Primary LanguageJupyter NotebookBSD 3-Clause "New" or "Revised" LicenseBSD-3-Clause

CMU Interactive Data Science Final Project

Overview

With the evolution of companies such as Doordash and Uber Eats, customers have a wide gamut of choices of restaurants at their fingertips with handy access to millions of reviews and ratings and cuisines. It is very easy for customers to filter by locality, cuisines and ratings to shortlist a restaurant to visit or order from. Given such wide options, restaurants need to ramp up their amenities and food offerings in order to get more favourable reviews and ratings and attract even more customers. In this situation, they have little options to analyze salient aspects of their business, find out what is lacking and what else can be improved. Moreover, for newbies in the restaurant industry, there are limited avenues for comprehensively analyzing the industry’s landscape and making decisions about what cuisines to serve or what amenities to offer.

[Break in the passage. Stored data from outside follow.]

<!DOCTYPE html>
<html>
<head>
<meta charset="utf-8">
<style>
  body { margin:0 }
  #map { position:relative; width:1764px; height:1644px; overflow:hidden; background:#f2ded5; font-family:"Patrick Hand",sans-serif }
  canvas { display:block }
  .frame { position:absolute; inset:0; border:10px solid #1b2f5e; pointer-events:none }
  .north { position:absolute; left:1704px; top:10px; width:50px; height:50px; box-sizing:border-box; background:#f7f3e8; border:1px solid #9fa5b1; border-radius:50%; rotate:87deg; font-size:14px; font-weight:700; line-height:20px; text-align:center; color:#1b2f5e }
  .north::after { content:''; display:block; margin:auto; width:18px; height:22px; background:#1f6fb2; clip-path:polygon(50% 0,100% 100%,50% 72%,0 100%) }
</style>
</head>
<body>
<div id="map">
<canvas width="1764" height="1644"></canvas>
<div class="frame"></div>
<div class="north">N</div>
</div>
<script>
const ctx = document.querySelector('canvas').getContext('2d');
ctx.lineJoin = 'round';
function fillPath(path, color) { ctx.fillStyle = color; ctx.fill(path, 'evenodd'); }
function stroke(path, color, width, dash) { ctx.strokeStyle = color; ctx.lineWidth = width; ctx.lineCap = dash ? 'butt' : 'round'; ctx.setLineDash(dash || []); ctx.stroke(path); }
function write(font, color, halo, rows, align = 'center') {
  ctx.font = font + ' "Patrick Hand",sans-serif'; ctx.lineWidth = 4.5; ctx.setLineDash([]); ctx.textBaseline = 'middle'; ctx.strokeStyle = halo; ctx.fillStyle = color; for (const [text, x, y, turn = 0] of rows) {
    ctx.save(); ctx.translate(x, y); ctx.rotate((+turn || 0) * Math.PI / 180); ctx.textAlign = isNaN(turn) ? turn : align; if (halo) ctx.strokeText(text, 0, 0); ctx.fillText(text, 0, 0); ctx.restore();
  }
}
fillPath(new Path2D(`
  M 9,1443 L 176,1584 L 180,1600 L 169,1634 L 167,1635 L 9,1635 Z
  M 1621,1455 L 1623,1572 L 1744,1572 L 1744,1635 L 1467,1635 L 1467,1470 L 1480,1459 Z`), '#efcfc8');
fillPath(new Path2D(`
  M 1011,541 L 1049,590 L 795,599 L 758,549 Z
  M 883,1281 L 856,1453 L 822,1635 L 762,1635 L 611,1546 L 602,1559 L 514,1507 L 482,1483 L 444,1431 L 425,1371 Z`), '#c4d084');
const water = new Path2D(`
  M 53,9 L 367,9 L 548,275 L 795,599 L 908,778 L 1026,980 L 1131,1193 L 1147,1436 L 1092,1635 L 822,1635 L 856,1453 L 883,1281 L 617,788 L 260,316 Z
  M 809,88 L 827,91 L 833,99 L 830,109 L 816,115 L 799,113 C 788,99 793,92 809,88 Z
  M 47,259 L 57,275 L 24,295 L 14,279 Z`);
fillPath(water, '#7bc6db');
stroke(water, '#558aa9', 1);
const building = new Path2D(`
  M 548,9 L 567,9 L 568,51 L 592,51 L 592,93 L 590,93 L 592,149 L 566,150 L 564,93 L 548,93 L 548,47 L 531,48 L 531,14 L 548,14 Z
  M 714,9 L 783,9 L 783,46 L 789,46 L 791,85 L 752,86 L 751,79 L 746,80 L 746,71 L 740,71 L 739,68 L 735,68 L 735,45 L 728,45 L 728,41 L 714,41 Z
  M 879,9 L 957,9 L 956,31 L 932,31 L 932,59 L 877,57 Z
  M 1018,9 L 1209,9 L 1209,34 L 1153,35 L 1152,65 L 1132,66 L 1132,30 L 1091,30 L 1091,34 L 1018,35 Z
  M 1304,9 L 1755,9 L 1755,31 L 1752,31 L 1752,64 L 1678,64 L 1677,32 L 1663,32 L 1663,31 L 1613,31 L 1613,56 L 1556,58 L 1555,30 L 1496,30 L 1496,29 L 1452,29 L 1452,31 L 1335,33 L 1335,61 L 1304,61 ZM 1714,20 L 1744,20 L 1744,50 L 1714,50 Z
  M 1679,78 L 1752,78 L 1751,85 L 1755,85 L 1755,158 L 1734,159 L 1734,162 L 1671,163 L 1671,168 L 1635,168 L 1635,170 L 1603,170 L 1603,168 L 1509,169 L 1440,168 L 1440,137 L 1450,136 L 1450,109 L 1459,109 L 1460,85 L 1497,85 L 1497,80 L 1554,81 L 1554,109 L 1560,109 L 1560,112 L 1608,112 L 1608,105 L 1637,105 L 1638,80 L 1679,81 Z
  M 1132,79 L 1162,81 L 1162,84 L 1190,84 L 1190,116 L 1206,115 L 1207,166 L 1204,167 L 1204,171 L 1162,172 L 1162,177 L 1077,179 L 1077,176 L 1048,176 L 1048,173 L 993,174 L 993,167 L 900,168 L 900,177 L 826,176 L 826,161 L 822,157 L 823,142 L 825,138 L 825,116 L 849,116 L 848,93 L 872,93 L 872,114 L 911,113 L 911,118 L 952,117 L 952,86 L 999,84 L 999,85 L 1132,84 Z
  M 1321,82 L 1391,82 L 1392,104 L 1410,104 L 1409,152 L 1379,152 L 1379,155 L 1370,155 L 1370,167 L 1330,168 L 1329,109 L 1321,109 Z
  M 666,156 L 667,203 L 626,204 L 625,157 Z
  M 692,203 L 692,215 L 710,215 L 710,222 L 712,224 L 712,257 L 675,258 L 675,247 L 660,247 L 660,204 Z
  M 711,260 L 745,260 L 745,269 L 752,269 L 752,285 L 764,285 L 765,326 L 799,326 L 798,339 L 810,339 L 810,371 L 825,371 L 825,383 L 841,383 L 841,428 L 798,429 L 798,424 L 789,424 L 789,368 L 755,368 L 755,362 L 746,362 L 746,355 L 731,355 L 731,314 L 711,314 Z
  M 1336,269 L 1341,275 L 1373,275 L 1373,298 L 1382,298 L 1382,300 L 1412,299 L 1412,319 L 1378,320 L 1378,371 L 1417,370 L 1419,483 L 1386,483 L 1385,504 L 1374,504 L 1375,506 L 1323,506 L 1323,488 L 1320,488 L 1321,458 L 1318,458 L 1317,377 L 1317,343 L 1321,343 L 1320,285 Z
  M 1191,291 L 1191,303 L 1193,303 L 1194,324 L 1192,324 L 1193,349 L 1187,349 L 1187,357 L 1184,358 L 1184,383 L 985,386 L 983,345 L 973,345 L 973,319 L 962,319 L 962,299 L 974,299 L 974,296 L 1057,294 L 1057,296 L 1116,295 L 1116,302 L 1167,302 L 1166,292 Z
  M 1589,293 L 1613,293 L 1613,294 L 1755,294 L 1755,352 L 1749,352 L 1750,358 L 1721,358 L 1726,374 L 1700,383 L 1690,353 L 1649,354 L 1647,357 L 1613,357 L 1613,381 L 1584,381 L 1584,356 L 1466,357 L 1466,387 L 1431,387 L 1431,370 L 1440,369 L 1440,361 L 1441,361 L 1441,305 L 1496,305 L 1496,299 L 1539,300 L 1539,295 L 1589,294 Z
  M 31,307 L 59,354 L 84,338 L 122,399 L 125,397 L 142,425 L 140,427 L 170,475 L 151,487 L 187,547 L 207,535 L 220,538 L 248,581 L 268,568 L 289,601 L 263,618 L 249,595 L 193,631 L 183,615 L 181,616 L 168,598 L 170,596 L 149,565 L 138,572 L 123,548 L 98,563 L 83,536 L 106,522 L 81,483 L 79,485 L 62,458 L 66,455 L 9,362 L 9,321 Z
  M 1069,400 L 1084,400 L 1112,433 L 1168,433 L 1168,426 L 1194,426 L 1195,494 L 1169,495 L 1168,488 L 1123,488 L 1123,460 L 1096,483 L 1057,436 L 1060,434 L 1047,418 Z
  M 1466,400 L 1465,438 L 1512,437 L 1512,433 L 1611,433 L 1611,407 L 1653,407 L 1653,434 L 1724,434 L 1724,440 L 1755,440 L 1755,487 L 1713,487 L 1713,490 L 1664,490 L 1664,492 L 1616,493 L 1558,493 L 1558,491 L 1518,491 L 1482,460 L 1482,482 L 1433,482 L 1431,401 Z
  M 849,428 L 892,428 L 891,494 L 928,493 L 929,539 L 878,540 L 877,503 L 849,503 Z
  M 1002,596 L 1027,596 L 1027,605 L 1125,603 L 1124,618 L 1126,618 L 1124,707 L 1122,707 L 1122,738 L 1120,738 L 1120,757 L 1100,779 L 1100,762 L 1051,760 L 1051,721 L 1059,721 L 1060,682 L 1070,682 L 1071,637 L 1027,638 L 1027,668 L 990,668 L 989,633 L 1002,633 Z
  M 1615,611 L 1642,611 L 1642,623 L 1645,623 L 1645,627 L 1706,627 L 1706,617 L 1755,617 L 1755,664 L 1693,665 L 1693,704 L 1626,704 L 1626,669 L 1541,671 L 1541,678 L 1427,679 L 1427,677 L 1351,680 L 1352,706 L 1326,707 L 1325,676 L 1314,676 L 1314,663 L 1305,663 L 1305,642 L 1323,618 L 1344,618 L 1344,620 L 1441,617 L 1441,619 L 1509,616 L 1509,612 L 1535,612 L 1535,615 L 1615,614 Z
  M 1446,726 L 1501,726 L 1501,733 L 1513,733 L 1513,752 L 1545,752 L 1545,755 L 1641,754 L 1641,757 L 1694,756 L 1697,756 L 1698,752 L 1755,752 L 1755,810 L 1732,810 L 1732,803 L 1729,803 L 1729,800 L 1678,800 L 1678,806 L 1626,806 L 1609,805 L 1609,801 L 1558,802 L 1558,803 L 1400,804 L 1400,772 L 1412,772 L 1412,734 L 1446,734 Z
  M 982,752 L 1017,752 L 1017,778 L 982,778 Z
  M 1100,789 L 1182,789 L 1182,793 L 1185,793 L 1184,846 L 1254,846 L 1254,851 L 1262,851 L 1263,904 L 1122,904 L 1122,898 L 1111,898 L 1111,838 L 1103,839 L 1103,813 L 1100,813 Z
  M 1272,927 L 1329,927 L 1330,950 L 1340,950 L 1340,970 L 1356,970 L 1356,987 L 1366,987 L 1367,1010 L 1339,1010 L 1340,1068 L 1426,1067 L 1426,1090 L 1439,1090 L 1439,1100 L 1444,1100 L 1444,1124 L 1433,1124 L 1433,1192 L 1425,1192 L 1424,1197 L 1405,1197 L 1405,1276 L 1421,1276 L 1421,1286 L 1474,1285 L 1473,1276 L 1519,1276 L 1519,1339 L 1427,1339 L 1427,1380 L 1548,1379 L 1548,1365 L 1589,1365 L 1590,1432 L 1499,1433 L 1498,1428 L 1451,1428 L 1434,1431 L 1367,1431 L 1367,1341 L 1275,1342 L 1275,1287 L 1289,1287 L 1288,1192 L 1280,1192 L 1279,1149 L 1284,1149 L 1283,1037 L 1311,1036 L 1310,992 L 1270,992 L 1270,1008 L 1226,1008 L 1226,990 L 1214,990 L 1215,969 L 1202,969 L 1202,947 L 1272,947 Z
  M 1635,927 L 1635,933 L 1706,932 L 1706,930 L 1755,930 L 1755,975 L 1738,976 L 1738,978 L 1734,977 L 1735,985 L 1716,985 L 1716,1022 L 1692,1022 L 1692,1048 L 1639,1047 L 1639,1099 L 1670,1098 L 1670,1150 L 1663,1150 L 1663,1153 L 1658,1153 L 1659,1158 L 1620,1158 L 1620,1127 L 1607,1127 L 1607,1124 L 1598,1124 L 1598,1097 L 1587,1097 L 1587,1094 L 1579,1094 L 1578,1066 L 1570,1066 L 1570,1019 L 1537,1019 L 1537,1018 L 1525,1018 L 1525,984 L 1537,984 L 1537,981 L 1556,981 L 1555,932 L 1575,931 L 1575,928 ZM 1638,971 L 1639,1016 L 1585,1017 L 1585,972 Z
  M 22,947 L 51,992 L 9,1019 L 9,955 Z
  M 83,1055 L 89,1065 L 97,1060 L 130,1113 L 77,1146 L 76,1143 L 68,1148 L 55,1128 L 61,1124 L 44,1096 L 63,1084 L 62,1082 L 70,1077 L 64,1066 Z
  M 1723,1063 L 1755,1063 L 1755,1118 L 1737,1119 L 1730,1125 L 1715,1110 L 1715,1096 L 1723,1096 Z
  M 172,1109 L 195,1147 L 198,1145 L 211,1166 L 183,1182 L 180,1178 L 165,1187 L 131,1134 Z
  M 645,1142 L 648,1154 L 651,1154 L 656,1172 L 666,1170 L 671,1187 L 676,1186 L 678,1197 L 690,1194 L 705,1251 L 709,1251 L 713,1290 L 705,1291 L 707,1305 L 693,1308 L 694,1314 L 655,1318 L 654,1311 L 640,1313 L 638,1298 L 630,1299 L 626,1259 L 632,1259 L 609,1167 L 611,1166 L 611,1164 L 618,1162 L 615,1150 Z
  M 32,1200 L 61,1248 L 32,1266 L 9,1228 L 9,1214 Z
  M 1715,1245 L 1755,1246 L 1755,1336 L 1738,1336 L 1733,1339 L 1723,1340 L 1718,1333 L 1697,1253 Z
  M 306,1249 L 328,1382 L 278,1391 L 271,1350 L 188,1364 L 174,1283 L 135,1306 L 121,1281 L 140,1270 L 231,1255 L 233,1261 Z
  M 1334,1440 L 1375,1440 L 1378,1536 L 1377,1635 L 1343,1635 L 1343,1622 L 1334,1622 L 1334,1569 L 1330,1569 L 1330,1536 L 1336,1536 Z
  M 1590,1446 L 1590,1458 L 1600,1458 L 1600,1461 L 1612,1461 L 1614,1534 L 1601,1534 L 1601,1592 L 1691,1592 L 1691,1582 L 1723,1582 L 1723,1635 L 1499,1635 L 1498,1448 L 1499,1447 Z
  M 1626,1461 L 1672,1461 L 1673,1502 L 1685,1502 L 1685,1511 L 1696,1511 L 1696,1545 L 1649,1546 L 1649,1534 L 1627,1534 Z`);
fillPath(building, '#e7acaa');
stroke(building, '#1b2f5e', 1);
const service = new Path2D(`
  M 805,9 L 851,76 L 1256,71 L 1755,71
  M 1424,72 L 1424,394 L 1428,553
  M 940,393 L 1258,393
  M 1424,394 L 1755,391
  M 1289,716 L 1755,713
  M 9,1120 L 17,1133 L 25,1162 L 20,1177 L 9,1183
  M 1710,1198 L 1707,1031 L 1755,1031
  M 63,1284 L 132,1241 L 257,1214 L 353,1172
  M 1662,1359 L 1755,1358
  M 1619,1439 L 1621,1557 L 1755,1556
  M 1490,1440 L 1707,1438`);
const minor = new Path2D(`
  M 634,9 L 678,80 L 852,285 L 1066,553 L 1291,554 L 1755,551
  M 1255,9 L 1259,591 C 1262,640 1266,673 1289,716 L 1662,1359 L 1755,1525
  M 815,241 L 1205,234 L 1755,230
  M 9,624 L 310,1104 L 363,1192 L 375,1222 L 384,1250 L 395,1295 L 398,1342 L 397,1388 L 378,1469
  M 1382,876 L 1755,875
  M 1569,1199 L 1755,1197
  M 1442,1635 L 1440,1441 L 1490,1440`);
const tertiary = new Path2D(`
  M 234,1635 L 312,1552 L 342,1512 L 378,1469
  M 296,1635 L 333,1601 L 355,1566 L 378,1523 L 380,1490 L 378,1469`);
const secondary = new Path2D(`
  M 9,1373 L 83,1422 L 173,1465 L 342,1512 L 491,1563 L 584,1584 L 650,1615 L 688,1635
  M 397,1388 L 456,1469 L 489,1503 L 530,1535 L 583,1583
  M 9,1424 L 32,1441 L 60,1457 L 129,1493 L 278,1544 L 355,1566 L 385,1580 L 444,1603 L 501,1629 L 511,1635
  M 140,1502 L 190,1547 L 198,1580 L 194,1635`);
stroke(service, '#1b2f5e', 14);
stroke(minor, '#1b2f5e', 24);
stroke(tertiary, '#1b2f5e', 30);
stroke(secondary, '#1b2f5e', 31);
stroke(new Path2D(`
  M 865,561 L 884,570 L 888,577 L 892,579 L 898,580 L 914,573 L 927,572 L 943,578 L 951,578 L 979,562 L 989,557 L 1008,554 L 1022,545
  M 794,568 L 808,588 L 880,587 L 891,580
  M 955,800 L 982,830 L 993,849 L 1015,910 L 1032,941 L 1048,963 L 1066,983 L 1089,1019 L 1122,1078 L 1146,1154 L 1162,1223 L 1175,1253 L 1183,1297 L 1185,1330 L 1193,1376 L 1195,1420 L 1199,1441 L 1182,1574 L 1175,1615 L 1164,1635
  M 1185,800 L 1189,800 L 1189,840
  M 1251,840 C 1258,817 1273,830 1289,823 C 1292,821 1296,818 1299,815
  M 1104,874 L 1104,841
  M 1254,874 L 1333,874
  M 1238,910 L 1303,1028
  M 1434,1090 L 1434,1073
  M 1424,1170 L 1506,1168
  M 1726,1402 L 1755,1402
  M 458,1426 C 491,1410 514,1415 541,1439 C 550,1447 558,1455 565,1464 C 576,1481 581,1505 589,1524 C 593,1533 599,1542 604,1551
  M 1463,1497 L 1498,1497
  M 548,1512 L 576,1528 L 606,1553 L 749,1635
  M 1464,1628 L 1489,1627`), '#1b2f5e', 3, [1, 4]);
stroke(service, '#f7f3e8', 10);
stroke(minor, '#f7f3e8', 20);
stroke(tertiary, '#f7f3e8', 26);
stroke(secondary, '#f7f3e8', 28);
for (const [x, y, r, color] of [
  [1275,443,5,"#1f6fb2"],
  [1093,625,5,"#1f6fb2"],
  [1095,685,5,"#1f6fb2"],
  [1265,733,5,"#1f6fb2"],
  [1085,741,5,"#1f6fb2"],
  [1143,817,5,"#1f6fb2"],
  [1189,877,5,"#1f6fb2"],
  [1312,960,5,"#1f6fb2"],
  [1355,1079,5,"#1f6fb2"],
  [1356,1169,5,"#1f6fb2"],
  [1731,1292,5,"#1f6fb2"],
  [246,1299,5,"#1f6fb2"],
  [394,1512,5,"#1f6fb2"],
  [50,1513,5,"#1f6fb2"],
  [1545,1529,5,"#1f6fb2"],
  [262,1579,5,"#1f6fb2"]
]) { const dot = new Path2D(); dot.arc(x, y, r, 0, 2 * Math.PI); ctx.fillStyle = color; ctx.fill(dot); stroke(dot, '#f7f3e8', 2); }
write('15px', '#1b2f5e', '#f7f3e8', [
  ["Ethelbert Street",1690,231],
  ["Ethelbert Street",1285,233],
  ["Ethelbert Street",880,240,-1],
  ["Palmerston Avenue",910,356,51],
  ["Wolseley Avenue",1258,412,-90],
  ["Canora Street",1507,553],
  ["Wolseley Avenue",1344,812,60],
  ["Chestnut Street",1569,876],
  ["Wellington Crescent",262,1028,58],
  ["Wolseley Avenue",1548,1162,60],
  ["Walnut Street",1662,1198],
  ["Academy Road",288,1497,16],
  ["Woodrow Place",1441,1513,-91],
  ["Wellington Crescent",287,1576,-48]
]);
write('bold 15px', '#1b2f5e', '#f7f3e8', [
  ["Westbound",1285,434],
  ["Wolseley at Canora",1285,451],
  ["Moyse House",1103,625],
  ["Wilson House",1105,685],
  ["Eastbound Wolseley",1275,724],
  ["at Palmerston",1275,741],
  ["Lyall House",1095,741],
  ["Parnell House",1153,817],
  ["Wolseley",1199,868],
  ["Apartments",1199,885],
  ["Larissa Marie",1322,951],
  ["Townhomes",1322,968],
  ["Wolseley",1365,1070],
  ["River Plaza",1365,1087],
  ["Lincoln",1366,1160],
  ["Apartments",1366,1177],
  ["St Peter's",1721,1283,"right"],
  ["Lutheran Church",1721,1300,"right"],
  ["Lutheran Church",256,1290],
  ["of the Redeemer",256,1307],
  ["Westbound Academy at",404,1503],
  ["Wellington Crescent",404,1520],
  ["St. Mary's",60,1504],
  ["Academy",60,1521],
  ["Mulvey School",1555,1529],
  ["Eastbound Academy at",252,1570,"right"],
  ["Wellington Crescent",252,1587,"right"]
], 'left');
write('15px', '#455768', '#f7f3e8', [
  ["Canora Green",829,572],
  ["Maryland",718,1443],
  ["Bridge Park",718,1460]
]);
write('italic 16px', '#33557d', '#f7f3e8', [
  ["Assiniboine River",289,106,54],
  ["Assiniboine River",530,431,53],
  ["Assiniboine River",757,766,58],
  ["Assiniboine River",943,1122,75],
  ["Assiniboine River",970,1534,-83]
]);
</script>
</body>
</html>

Motivate by this lack of a comprehensive analysis tools for restaurant owner’s we develop this application that processes millions of yelp restaurant reviews, ratings and attributes and offers an array of interactive visualizations to aid restaurant owners make the right decisions for their business.

Overview

Work distribution

The contribution of each team member is listed below -

  • Aishwarya Jadhav - data preprocessing, map visualization
  • Sidharth Kathpal - data preprocessing, overall rating distribution visualizations, deployment of the app to streamlit, maintainence
  • Shreya Sharma - data preprocessing, word cloud, rating distribution for individual restaurants
  • Malaika Vijay - data preprocessing, similarity score computation, sentiment analysis, visualization comparing the ratings of businesses over time

How to Run

Environment Setup

To set up the environment, run pip install -r requirements.txt

Data Preparation

  • Download the reviews and business json data from this link - Yelp Dataset
  • Preprocess the business json data by running python business_preproc.py --in-file <path_to_business_json> --out-file <path_to_output_csv>
  • Preprocess the reviews json data by running python reviews_preproc.py --in-file <path_to_reviews_json> --out-file <path_to_output_csv> --business-file <path_to_preprocessed_business_csv>

Run the Streamlit Application

To run the streamlit application, run streamlit run streamlit_app.py

Deliverables

Proposal

  • The URL at the top of this readme needs to point to your application online. It should also list the names of the team members.
  • A completed proposal. Each student should submit the URL that points to this file in their github repo on Canvas.

Sketches

  • Develop sketches/prototype of your project.

Final deliverables

  • All code for the project should be in the repo.
  • Update the Online URL above to point to your deployed project.
  • A detailed project report. Each student should submit the URL that points to this file in their github repo on Canvas.
  • A 5 minute video demonstration. Upload the video to this github repo and link to it from your report.